Excellent. So I'm going to dive right in with the first question. Can you tell us a little bit about yourself and your role at Uber Eats?

Nadia Niky 1:02

Absolutely. Yeah. So I'm a product marketing manager on the marketplace and consumer experience team on Uber Eats. Being in a three-sided marketplace, with eaters, delivery partners, and restaurants can get quite complex and our team, the marketplace team, we run a lot of new product experiments.

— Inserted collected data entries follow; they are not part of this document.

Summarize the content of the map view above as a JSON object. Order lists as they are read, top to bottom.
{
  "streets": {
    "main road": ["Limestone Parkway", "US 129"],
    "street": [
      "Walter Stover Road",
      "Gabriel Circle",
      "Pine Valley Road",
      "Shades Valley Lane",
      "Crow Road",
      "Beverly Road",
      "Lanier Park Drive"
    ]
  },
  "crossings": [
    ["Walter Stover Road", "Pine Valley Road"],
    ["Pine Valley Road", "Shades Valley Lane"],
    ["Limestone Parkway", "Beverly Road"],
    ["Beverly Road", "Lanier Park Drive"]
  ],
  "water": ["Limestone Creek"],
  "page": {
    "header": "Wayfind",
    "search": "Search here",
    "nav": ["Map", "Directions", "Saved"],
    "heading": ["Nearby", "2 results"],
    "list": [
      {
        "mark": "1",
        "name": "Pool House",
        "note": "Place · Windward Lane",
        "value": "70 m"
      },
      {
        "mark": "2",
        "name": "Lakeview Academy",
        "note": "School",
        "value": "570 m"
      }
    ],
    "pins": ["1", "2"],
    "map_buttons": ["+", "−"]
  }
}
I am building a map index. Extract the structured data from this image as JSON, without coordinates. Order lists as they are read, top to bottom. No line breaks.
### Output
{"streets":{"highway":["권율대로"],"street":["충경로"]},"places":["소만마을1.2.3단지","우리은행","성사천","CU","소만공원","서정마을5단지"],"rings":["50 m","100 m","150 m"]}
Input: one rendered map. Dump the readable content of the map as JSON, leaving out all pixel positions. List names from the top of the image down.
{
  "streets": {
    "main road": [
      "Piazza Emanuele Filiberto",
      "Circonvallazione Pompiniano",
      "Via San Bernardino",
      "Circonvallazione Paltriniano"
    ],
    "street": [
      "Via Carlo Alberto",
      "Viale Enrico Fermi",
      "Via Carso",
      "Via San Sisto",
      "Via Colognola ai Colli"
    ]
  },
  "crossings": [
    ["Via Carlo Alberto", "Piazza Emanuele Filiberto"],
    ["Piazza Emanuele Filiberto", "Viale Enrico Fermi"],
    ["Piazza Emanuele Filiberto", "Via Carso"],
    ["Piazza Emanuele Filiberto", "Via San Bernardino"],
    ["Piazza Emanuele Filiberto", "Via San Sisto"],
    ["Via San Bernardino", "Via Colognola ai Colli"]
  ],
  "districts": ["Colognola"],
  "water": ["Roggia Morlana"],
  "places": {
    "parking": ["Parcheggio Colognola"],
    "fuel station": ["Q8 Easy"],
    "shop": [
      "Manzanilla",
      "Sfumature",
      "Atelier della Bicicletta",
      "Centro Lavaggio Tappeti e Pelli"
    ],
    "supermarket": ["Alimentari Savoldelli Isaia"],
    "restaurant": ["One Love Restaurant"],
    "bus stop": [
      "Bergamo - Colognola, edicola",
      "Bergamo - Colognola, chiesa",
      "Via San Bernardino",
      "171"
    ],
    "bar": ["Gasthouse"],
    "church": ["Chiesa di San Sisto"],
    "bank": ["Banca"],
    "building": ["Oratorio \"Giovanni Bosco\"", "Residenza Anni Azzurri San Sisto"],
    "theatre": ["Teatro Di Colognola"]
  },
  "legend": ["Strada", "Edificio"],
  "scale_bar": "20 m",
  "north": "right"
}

Basically what we do is test new products in different regions before rolling the feature out globally. So some of the products that I've gotten to work on include Uber Eats promotions, our $0 delivery fee products, and priority delivery. So if you've ever received a promotion from us as an Uber Eats customer, that was probably our team.

Emma Bilardi - PMA 1:47

Excellent. Today we're going to be talking about marketing experiments. Can you tell us why they're important?

Nadia Niky 1:56

Totally, yes. So I believe marketing experiments are essential, especially in our role as PMMs. I find a lot of marketing can be intuition but what experiments really allow is for us as marketers to get a signal before launching a campaign out globally. So it saves the business, time, and money but it also provides us PMMs lessons and learnings that we can apply to the future.

Ultimately, to think about it, it helps us gain confidence and get relative certainty on the success of future campaigns. Some examples of experiments are I've worked with production teams on storyboarding ideas before we go into production. This is an example of really testing out a concept in a focus group, before going into production and investing so many assets and money into producing the video. Other tests include acquisition tests, so testing which channels work out best, this can also save the business money.

Emma Bilardi - PMA 3:38

So how do you get to the point of knowing what experiments to run and which elements to test? What goes into the preparation for that?

Nadia Niky 3:48

Totally. So experiments can definitely be complex. I personally categorize them into product forward and marketing forward experiments. For the first bucket for product, these experiments typically require a lot of engineering resources, and other high cost or high build time requirements. These are often super collaborative at Uber, we'll conduct what we call jam sessions.

We'll get a cross-functional team together, and brainstorm and ideate then prioritize different features that we want to test and launch. That's the first bucket but I'll focus on the second bucket, which is the marketing experiments. This is really where, as PMM, we bring insights to the table and speak on behalf of our consumers and represent them. For marketing experiments, as a PMM, I usually lead the strategy for this.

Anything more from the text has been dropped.